Directions = If "висоти" shows up in a line of the material, return that line.

Input data =
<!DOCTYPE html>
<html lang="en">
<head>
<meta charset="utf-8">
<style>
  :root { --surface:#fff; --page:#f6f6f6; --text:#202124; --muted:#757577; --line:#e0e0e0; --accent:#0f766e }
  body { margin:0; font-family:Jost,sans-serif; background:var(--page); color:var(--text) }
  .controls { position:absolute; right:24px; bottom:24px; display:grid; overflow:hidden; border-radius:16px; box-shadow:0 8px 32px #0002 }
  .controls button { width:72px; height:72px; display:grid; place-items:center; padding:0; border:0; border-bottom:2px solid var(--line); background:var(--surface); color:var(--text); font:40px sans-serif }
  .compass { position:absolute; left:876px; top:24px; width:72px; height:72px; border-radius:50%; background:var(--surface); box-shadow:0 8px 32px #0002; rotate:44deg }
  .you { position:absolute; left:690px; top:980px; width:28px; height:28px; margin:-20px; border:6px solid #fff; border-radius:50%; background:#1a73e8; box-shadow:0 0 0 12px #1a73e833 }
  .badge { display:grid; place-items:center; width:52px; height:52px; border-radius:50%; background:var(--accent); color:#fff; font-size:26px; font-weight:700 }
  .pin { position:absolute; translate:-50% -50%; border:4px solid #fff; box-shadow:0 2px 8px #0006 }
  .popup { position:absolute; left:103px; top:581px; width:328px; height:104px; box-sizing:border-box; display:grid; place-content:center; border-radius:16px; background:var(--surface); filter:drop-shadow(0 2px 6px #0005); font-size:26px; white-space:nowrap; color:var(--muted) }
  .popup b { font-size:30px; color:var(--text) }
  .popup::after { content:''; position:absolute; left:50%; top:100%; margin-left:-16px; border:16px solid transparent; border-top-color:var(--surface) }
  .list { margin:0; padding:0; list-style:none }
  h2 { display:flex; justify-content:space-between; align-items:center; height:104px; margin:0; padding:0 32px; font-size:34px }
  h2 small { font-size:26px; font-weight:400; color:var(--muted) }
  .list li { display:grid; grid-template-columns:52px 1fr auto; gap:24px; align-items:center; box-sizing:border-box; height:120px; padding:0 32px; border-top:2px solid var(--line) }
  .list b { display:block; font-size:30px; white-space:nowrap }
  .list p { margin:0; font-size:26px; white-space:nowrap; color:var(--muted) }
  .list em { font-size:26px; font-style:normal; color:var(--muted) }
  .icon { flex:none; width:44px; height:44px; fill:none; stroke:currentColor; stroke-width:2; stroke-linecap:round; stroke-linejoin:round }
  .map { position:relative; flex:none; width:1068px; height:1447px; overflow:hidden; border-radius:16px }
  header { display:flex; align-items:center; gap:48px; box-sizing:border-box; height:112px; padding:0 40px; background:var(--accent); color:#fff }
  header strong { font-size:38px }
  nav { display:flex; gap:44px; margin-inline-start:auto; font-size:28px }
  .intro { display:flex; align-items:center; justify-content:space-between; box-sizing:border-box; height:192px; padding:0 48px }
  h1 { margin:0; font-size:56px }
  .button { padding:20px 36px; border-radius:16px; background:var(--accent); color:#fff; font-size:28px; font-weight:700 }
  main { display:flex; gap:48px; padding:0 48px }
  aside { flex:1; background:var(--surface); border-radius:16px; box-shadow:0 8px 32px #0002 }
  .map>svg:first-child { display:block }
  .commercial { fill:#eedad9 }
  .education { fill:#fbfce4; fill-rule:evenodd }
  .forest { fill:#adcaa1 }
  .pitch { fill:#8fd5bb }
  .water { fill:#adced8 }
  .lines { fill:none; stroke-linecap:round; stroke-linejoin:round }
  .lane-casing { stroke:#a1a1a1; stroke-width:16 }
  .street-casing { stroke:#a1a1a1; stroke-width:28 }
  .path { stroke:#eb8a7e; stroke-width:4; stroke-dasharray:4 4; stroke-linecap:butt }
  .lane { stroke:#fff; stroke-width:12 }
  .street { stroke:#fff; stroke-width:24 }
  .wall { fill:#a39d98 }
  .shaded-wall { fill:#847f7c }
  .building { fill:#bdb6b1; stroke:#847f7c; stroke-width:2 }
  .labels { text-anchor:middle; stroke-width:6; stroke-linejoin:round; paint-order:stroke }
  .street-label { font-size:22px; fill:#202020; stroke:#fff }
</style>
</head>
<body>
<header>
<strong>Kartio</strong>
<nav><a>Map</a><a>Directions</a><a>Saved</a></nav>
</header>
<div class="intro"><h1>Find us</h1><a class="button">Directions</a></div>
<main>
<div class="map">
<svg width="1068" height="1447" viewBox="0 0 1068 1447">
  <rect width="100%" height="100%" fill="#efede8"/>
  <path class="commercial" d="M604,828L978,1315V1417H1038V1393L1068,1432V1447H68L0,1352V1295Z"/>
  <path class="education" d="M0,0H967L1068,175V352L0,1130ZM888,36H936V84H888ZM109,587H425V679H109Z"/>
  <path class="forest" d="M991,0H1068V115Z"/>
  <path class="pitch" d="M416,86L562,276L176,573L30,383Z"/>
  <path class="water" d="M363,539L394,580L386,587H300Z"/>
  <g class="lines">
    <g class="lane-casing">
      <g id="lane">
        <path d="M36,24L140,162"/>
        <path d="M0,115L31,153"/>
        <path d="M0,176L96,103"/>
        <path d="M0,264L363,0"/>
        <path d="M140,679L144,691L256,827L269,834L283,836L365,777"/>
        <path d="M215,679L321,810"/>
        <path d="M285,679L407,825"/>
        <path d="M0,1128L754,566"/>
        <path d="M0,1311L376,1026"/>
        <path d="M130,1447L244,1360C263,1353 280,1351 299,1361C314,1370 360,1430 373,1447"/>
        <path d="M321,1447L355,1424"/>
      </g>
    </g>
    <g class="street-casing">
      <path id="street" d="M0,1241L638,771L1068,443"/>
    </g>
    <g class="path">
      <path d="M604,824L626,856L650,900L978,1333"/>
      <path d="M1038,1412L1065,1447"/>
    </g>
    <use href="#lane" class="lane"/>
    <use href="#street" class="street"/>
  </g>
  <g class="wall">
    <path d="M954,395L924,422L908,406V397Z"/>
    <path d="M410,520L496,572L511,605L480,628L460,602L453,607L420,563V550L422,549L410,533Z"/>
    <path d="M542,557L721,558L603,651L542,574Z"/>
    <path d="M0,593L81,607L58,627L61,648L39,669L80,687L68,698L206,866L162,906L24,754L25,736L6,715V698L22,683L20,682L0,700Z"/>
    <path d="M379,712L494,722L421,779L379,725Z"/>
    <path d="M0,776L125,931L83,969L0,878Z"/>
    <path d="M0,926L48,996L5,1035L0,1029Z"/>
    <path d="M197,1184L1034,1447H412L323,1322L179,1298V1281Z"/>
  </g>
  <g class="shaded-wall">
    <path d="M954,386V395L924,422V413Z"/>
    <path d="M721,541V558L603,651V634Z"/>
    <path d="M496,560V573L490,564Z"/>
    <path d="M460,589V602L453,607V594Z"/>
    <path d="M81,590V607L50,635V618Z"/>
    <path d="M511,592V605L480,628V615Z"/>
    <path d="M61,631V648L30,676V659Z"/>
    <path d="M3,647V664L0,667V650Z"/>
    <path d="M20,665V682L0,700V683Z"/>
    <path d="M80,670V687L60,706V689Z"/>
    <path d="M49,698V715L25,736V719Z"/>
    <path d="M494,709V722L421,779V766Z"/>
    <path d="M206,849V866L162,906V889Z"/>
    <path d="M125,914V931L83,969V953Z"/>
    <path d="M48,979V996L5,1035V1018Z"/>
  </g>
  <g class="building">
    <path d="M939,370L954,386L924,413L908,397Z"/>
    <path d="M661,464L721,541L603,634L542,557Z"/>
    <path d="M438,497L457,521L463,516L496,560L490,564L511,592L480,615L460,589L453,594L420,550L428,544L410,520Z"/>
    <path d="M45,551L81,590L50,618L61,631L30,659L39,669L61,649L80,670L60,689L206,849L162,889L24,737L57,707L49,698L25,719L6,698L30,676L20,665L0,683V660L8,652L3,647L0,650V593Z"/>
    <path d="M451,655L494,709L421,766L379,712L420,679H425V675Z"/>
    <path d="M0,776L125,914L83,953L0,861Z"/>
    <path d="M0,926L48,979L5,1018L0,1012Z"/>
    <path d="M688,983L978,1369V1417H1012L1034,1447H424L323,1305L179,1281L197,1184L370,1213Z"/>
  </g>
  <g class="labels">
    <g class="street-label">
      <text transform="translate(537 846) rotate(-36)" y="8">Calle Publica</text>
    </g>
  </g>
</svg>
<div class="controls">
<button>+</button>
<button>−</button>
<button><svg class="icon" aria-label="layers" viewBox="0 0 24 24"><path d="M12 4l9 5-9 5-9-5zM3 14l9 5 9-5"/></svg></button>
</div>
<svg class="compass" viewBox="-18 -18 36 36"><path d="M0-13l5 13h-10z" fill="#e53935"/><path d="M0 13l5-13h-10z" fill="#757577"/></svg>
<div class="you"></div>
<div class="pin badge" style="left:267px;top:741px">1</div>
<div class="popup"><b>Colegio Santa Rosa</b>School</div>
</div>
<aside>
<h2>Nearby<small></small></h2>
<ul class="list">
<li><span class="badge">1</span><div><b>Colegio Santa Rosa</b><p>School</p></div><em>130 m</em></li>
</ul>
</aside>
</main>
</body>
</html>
--
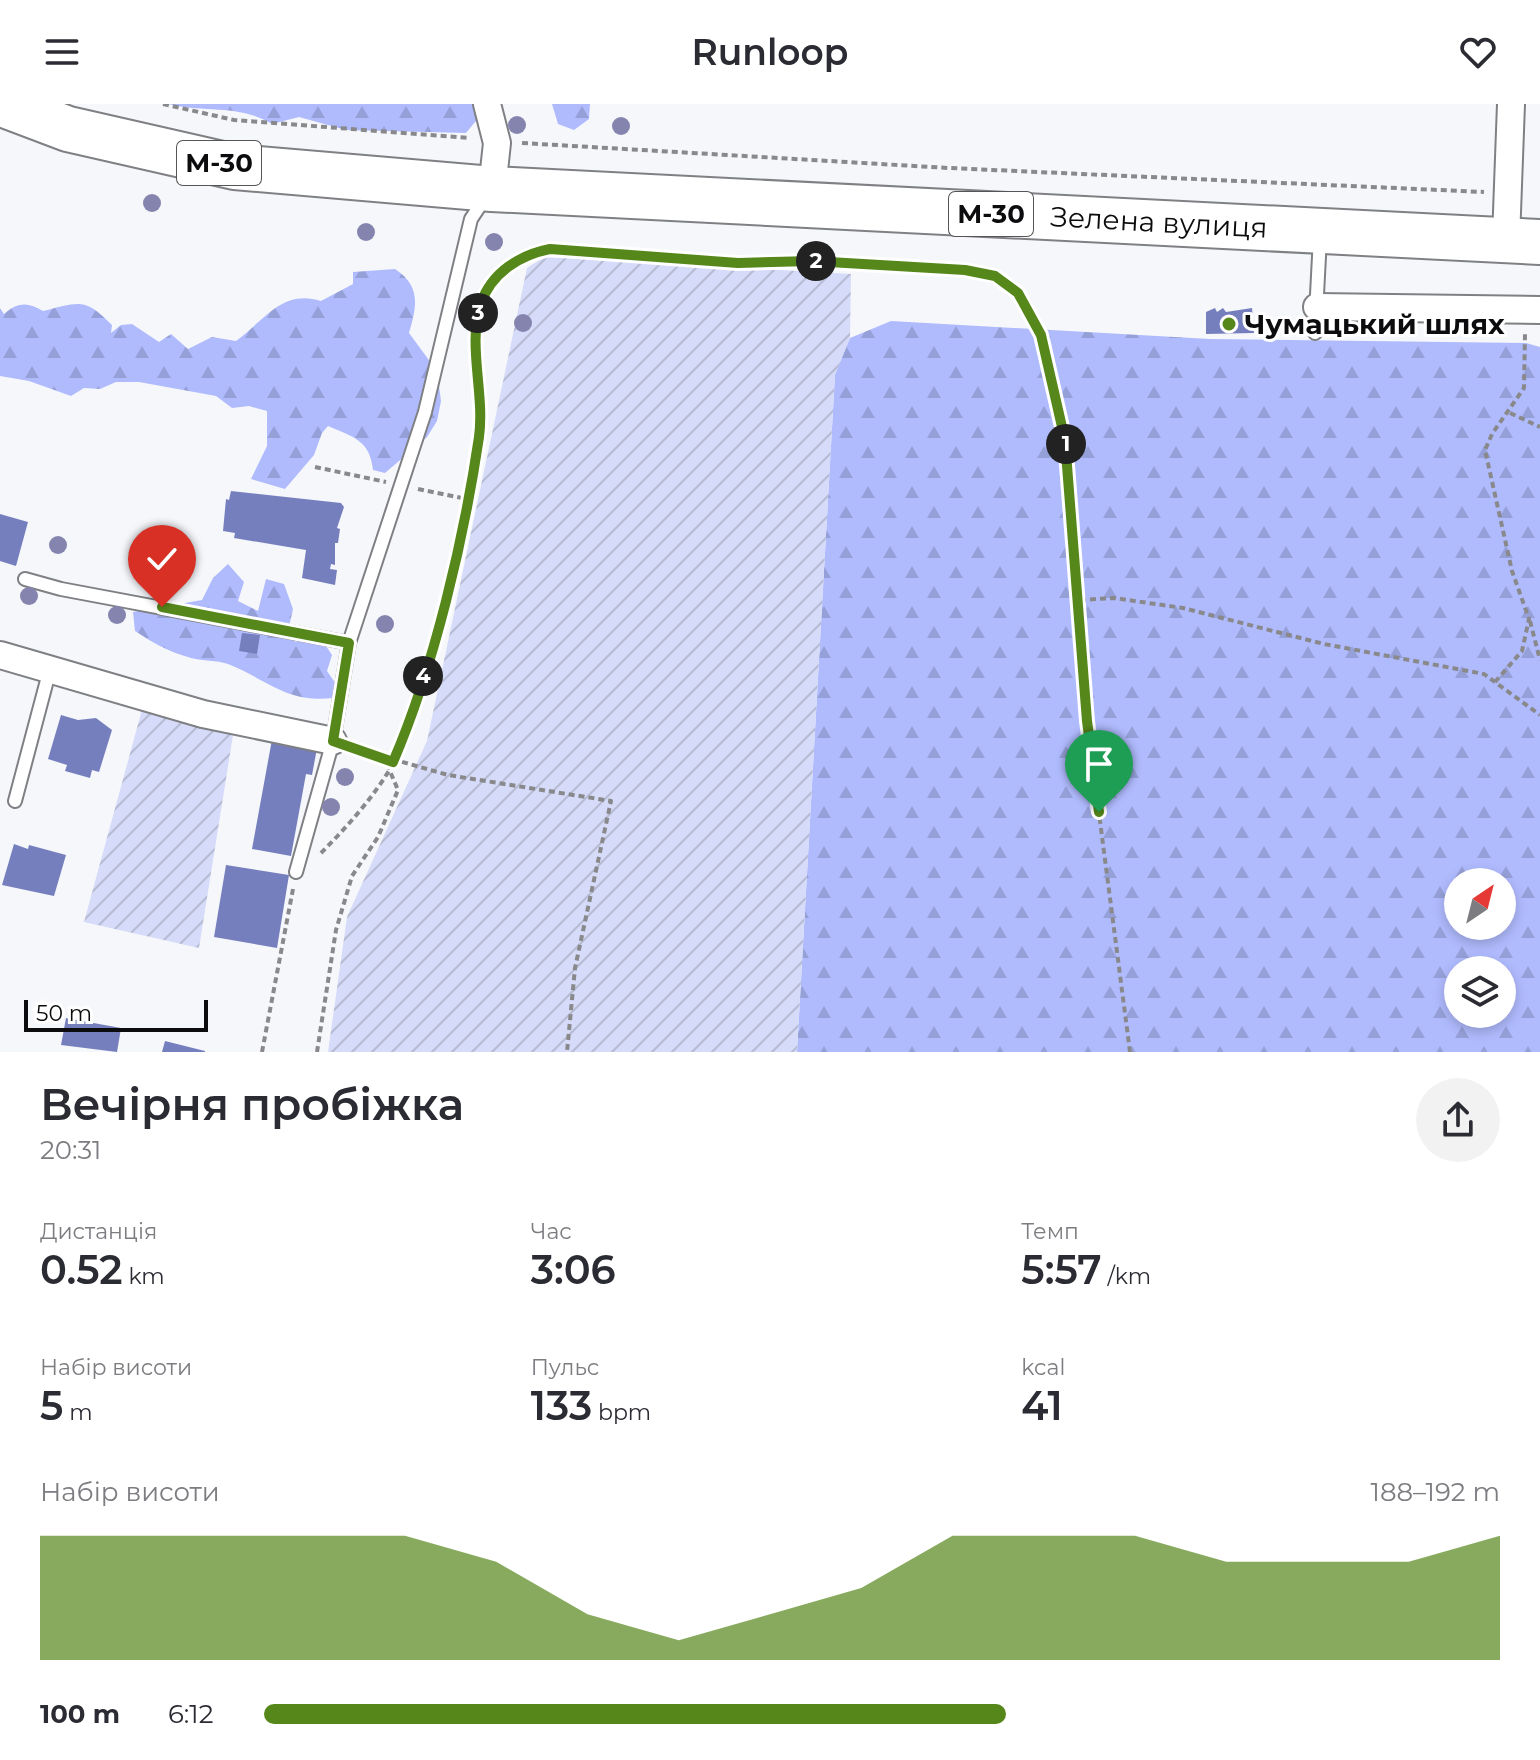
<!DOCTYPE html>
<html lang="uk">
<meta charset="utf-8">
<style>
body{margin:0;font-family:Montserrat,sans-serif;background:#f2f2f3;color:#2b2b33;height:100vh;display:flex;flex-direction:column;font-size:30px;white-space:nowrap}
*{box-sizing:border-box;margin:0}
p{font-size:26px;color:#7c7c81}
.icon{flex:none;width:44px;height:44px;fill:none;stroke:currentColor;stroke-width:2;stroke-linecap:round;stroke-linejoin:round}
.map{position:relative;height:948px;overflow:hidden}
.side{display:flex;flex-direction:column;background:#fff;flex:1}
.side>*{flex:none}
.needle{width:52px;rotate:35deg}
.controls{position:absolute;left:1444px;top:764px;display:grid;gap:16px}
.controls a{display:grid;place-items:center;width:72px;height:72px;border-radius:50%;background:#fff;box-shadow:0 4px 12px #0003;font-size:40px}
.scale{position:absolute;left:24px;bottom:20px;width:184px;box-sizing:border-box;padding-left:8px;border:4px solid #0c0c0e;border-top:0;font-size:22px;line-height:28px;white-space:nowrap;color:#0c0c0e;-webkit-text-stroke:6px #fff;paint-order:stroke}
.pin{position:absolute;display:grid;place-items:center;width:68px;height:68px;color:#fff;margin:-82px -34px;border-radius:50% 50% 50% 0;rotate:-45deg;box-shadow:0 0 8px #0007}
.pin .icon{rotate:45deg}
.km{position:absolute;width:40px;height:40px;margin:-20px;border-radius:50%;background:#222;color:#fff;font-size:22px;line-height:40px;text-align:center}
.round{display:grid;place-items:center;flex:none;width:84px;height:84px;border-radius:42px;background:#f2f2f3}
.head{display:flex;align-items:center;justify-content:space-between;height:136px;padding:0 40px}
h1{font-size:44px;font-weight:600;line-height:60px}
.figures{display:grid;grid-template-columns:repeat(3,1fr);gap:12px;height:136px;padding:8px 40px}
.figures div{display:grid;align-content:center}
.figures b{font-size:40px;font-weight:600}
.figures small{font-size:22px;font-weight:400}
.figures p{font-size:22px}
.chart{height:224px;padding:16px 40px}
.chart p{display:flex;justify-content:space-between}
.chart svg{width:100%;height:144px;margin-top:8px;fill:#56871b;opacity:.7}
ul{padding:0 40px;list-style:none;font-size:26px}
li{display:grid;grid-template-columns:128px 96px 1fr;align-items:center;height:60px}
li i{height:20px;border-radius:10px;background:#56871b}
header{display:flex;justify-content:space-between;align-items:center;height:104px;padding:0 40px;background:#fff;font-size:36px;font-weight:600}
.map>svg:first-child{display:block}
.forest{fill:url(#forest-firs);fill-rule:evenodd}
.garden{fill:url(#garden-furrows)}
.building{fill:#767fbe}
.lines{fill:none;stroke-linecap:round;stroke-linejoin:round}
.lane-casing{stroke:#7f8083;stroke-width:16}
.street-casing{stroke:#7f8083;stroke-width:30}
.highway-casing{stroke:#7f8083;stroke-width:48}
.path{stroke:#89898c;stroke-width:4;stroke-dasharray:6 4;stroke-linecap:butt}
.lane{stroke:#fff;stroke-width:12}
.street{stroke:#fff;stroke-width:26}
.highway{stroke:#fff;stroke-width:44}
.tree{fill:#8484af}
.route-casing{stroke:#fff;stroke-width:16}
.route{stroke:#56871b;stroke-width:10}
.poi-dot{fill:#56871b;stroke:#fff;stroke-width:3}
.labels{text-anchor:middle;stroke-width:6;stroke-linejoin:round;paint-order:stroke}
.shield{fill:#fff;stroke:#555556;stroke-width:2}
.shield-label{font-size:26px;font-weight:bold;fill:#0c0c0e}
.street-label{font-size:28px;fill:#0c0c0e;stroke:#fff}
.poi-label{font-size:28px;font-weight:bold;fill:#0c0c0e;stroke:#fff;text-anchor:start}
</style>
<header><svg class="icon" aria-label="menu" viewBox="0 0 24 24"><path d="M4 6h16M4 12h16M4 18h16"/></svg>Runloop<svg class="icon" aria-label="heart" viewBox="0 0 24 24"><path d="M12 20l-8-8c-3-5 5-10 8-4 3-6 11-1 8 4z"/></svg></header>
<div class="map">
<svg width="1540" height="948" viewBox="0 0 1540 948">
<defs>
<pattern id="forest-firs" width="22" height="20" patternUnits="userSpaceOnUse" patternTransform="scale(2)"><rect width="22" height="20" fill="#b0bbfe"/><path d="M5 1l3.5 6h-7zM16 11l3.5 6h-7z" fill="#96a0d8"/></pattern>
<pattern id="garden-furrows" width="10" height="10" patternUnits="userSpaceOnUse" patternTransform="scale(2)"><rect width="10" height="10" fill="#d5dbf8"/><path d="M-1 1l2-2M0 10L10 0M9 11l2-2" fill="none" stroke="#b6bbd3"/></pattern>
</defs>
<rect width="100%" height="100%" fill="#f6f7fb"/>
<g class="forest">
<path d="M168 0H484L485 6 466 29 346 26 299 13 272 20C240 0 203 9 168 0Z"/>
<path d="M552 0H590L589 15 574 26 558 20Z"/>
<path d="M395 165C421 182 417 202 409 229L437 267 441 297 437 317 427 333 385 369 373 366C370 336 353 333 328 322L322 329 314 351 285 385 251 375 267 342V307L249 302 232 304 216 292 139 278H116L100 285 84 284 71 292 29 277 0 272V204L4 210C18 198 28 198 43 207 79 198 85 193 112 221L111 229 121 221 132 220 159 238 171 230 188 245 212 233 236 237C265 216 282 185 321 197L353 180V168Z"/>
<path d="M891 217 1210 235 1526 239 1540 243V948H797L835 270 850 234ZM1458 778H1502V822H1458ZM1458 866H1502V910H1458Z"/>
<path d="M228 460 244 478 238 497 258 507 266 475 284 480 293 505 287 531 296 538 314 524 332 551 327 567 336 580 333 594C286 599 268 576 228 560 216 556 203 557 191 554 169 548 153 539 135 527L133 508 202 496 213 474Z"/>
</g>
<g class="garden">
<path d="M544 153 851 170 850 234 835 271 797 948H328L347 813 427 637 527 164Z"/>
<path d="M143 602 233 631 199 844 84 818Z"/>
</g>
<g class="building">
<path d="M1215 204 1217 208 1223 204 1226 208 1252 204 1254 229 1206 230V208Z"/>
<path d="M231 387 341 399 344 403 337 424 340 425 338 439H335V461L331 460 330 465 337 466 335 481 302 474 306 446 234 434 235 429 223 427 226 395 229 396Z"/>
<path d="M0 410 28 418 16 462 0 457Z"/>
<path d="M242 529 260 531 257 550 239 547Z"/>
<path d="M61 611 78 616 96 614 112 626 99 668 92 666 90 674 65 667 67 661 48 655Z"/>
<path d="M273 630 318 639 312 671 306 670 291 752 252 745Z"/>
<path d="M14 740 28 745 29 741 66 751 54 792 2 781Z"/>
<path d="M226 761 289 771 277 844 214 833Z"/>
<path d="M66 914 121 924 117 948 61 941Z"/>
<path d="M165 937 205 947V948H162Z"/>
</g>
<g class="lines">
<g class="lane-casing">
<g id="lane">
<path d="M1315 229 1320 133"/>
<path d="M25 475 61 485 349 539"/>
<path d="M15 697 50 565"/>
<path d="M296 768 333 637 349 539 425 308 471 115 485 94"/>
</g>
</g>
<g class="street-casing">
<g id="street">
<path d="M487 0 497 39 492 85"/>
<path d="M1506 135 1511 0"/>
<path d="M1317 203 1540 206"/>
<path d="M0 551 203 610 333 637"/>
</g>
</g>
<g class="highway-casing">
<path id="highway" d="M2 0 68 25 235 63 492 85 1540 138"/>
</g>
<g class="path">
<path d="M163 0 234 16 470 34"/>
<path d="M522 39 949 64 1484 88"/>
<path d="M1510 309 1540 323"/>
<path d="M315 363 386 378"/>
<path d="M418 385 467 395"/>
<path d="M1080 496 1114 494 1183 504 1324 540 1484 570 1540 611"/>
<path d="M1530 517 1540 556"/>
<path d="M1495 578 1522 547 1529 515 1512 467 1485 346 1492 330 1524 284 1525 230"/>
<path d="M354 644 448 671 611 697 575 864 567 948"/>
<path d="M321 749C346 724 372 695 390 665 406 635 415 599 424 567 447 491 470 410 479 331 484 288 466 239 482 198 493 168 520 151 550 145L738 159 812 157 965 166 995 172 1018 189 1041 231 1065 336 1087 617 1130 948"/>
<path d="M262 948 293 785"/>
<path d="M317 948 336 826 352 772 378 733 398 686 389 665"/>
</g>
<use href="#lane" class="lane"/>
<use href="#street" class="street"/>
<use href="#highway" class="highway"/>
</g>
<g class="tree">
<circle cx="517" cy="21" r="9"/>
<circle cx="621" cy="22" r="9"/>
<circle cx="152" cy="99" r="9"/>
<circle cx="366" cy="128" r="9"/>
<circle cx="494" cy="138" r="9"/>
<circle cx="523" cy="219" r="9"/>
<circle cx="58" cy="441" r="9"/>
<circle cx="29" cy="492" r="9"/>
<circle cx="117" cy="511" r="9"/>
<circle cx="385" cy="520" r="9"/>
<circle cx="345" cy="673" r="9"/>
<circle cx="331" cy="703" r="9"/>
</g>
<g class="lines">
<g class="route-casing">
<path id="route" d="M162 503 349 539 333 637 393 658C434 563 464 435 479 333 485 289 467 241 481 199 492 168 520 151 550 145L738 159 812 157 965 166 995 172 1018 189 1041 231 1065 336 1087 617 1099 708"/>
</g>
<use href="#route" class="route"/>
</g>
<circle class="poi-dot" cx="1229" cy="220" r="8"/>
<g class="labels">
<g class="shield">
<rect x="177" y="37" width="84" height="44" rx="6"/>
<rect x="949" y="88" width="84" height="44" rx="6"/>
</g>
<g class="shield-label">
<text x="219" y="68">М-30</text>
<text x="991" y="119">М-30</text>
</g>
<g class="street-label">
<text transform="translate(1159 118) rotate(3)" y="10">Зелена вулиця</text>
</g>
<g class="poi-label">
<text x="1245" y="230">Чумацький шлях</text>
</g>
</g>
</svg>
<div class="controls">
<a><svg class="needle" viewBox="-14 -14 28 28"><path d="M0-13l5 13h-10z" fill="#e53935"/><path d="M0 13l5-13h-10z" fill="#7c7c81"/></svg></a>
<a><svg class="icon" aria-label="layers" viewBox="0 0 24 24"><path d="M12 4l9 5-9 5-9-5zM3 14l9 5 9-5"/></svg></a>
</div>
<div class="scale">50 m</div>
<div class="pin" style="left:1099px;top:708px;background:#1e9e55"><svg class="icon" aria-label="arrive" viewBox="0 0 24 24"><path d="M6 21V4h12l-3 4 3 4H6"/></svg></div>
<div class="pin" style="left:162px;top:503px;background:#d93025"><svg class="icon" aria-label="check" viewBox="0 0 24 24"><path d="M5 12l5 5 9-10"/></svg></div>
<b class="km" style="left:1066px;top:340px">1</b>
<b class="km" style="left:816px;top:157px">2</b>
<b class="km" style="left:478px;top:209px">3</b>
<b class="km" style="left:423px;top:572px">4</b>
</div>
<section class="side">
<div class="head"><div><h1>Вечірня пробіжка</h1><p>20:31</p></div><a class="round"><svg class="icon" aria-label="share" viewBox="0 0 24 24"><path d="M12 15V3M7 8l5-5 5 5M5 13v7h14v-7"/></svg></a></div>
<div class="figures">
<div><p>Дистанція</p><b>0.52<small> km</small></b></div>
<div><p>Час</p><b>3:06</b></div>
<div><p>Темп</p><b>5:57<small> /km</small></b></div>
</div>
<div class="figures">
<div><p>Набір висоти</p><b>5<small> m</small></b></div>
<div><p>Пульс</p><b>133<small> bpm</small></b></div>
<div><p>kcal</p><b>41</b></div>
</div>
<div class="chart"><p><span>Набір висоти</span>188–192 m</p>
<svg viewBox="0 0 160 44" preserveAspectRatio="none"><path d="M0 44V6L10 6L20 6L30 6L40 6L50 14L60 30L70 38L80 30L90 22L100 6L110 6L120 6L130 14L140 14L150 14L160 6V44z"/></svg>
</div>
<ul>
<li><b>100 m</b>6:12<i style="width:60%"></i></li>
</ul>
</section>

Expected answer =
<div><p>Набір висоти</p><b>5<small> m</small></b></div>
<div class="chart"><p><span>Набір висоти</span>188–192 m</p>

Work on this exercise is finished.